If you’re a young college basketball player today, would you rather win a National Championship in front of millions or run the break with President Obama?
Obviously you take the championship, but the choice might give you a surprising amount of pause. After all, we’re not talking about Dick Nixon here. This is Barack, America’s first black President and arguably the nation’s most inspiring politician in forty years. Wouldn’t the opportunity to play pick-up against a world leader with a jump shot hold some allure?
Well, if you’re the North Carolina Tar Heels, you’ll never have to worry about a choice like this. You can just have your cake and eat it too.
Late last April, with vitally important primaries in hoops-obsessed North Carolina and Indiana on the horizon, President Obama received a much needed boost in the press by getting in some high-profile run with the Tar Heels. Of course, back then the President was still a Senator, and the Heels were still smarting from a disappointing Final Four exit, resigned to the notion that half their starting line-up would be playing in NBA uniforms in 2009.
A year later, everybody from that pick-up game is feeling pretty damn good.
On Monday night, Roy Williams’s ball club ended their season exactly where they started it: as the consensus best team in the land. Carolina dismantled Michigan State from the game’s opening whistle. They went straight at the Trojan big men, banging the ball inside to Tyler Hansborough and Deon Thompson. Wayne Ellington rained high-arching jumpers from beyond the arc. Carolina even got an impressive performance the baby-faced freshman Ed Davis, who notched eleven points in 14 minutes and offered a tantalizing view of what future might hold in Chapel Hill.
The game’s most important performance, however, came from Ty Lawson, who demonstrated once again just how dominant a superior guard can be at the college level. The lightning-quick junior dictated the pace of play at will, turning the national championship game into a frenetic, forty-minute track meet. Once Lawson got going, Michigan State never had a chance.
Carolina won because they played their game effectively. They dominated because they took a page out of President Obama’s playbook and turned their supposed greatest weakness into a strength.
Having heard all week that their defense was inconsistent and even lazy, the Tar Heels applied suffocating pressure to the Spartan backcourt. Lawson had seven steals in the first half. Seven. He picked up one more in the second half to set a championship-game record.

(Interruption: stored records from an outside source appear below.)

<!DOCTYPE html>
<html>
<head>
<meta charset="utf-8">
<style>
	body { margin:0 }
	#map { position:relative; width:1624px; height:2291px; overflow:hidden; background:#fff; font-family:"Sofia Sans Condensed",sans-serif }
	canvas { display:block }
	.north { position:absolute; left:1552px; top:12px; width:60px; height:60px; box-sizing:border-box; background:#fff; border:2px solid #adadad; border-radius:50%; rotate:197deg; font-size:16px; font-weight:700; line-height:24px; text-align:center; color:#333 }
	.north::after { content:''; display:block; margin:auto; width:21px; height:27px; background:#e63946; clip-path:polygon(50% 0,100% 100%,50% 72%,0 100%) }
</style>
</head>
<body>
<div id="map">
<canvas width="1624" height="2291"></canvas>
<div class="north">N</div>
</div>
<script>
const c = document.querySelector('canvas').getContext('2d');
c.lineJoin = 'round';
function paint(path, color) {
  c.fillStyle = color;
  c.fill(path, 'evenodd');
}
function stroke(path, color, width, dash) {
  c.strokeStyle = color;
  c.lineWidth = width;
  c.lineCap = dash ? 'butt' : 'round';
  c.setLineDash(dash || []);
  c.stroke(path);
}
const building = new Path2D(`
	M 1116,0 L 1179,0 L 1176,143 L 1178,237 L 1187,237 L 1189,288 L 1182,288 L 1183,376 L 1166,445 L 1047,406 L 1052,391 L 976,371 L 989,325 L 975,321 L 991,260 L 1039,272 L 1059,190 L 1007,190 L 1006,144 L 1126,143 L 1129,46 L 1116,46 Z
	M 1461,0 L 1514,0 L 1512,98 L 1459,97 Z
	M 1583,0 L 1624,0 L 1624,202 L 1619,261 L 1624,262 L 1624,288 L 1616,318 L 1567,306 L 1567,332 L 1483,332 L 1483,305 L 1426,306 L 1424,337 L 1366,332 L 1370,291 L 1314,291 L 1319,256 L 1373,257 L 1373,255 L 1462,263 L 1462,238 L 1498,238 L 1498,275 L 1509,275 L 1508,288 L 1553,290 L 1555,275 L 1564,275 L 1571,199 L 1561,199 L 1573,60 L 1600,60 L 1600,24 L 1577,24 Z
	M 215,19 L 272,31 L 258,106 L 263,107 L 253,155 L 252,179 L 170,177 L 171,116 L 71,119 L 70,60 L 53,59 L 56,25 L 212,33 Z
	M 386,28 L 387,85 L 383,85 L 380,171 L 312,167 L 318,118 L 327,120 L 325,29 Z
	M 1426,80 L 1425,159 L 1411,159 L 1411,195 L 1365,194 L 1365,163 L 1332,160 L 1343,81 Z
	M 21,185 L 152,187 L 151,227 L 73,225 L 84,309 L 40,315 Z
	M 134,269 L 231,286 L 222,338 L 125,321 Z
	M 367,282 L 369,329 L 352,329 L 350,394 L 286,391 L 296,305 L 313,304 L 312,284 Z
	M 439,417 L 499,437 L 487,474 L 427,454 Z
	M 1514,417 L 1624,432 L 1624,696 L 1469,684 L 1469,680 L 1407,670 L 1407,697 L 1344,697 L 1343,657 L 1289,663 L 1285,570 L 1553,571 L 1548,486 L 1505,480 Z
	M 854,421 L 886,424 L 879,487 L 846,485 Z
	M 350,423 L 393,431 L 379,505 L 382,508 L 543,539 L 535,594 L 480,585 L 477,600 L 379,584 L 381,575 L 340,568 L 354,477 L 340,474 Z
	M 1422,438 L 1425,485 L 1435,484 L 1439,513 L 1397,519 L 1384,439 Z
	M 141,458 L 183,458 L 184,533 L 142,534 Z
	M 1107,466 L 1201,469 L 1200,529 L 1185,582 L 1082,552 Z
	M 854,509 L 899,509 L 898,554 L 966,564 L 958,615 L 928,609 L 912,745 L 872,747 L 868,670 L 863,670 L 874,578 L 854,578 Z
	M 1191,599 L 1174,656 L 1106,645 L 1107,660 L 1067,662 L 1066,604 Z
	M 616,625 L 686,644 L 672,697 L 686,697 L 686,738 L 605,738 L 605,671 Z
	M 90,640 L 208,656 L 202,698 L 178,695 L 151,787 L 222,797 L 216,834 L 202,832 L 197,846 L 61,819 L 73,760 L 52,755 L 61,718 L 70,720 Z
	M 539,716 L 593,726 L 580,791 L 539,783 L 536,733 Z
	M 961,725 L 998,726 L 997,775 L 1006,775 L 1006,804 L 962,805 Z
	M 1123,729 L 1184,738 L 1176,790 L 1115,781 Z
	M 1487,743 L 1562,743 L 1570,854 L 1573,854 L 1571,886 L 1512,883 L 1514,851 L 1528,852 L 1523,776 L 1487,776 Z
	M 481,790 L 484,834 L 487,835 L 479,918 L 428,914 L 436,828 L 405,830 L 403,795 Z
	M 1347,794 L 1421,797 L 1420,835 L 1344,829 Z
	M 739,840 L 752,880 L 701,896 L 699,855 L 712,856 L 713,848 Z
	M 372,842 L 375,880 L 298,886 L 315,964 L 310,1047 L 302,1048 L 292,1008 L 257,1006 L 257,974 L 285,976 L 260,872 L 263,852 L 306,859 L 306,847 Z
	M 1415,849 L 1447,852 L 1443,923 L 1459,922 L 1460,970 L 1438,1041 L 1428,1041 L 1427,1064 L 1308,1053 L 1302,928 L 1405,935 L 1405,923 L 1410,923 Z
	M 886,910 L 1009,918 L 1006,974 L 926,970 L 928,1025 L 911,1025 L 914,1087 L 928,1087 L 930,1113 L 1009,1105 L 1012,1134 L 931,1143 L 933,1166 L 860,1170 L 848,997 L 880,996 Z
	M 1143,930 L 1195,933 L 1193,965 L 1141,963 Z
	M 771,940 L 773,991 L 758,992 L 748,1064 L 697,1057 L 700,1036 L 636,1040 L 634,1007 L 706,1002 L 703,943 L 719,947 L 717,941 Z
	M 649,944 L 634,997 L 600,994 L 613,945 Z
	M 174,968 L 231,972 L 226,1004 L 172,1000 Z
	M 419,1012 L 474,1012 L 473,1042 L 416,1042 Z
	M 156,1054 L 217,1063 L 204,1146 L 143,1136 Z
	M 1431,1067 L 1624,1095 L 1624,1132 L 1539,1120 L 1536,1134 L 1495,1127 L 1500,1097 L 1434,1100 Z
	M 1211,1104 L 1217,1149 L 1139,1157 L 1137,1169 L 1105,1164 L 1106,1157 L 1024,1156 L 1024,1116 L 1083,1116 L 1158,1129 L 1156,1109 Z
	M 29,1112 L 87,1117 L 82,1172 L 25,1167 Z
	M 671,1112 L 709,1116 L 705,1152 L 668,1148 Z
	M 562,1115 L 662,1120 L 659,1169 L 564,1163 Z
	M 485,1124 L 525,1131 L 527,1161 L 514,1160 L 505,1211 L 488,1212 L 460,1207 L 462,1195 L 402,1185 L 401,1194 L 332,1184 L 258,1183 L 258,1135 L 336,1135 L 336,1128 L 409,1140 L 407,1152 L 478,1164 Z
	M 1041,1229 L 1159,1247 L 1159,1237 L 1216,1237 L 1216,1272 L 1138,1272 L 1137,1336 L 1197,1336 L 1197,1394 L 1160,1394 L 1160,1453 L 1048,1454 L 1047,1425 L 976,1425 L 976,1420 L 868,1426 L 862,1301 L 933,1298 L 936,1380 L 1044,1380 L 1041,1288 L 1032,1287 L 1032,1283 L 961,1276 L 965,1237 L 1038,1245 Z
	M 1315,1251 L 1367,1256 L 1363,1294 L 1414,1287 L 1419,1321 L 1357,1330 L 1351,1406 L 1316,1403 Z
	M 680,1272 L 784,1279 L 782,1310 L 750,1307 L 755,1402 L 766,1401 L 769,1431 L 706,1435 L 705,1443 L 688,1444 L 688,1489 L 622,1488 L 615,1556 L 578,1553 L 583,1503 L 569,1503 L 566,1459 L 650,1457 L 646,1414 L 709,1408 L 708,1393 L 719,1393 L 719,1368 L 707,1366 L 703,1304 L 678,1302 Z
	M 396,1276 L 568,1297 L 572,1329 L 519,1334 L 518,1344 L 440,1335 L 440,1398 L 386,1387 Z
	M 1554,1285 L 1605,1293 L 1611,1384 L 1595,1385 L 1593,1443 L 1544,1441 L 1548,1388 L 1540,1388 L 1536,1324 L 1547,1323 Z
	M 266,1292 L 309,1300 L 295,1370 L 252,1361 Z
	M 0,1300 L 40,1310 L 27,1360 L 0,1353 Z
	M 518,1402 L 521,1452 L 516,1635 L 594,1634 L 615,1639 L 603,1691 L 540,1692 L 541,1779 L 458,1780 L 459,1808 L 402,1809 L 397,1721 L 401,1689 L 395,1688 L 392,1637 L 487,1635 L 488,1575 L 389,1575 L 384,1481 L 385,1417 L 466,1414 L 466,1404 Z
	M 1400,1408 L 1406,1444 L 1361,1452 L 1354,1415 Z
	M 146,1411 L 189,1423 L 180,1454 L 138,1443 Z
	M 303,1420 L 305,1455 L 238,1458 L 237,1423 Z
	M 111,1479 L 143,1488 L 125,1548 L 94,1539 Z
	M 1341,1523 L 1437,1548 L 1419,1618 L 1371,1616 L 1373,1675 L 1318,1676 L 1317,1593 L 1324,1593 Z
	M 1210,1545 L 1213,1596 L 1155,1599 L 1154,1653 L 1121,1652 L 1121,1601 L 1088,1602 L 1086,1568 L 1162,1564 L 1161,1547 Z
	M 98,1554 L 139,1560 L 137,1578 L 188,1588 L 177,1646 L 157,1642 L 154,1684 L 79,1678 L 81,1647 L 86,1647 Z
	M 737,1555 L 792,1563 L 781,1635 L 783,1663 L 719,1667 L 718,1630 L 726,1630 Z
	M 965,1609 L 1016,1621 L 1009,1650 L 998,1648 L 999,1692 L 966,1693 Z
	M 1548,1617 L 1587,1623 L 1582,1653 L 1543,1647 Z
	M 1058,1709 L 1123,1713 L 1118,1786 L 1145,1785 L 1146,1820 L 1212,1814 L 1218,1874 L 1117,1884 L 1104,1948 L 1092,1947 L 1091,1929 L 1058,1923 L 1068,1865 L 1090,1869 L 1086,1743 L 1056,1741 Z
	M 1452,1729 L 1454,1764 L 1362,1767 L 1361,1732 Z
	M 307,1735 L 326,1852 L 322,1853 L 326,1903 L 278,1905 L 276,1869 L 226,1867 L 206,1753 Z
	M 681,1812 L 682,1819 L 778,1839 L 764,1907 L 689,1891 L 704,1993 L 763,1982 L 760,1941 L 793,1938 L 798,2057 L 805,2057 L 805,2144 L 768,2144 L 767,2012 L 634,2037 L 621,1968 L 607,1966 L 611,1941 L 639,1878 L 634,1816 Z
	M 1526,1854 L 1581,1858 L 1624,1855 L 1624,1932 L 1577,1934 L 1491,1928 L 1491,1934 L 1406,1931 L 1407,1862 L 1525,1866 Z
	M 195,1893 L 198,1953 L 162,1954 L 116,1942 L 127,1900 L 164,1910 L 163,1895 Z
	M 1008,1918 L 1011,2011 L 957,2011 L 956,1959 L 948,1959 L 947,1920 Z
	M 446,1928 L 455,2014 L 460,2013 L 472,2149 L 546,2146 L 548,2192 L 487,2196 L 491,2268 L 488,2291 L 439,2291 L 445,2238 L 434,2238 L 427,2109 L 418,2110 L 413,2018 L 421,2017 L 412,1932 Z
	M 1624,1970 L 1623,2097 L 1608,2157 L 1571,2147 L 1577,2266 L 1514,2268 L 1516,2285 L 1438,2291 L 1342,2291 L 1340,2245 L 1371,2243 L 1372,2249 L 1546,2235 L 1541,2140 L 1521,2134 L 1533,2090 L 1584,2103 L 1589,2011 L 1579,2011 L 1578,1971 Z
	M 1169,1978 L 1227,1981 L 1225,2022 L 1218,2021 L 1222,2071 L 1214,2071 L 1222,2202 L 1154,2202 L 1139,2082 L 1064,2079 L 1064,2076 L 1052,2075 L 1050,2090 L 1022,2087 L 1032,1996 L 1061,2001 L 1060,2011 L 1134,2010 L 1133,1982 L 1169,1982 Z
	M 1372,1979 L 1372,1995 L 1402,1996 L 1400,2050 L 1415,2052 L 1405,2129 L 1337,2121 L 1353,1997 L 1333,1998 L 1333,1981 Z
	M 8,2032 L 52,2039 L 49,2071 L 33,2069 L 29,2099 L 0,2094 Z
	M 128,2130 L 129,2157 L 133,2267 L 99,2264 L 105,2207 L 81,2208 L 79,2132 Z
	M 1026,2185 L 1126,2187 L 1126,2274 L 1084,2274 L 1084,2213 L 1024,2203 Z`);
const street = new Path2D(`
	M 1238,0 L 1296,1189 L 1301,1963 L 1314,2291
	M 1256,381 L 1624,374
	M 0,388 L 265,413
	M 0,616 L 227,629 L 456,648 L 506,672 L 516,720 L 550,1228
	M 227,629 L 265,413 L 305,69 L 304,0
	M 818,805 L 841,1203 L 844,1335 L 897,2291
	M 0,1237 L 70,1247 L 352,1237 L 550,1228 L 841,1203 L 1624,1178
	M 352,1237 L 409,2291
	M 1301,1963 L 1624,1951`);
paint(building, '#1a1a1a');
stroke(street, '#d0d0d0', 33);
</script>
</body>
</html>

The Tar Heels also gave the President another boost on Monday: Obama was on record picking them to win in his ESPN-televised bracket.
Hoops has often had a slightly political shading at ‘The People’s University’. Dean Smith is revered in the Old North State for his two NCAA championships and his eleven Final Four appearances. But North Carolinians also remember him for the courageous stand he took on integration in the state. They remember Charlie Scott and when the coach spoke out against the death penalty and the war in Vietnam. Some of them even still hold out hope that Dean will run for office himself.
The Tar Heels are a cultural obsession in a state with a complicated history. In March of 1995, North Carolinians fell in love with Jerry Stackhouse, Rasheed Wallace, and a UNC team that came damn close to earning Smith a third title just before his tearful retirement. Two years later, they re-elected Jesse Helms to a fifth term in the US Senate.
This past November, Barack Obama carried that same state with the complicated history by less than one percentage point of the vote. Along with Virginia and perhaps Indiana, North Carolina was the most impressive pick-up in the candidate’s electoral landslide. The state now has a Democratic governor, eight Democratic congressmen in Washington, and clear Democratic majorities in both houses of the state legislature. As for Mr. Helms’s old seat? Despite a costly and bitter campaign from her incumbent opponent, a Democrat picked that up too.
As the political landscape of North Carolina changes, it is the enduring success of Tar Heel basketball that remains a constant.
Just another one of those ‘have your cake and eat it too’ situations.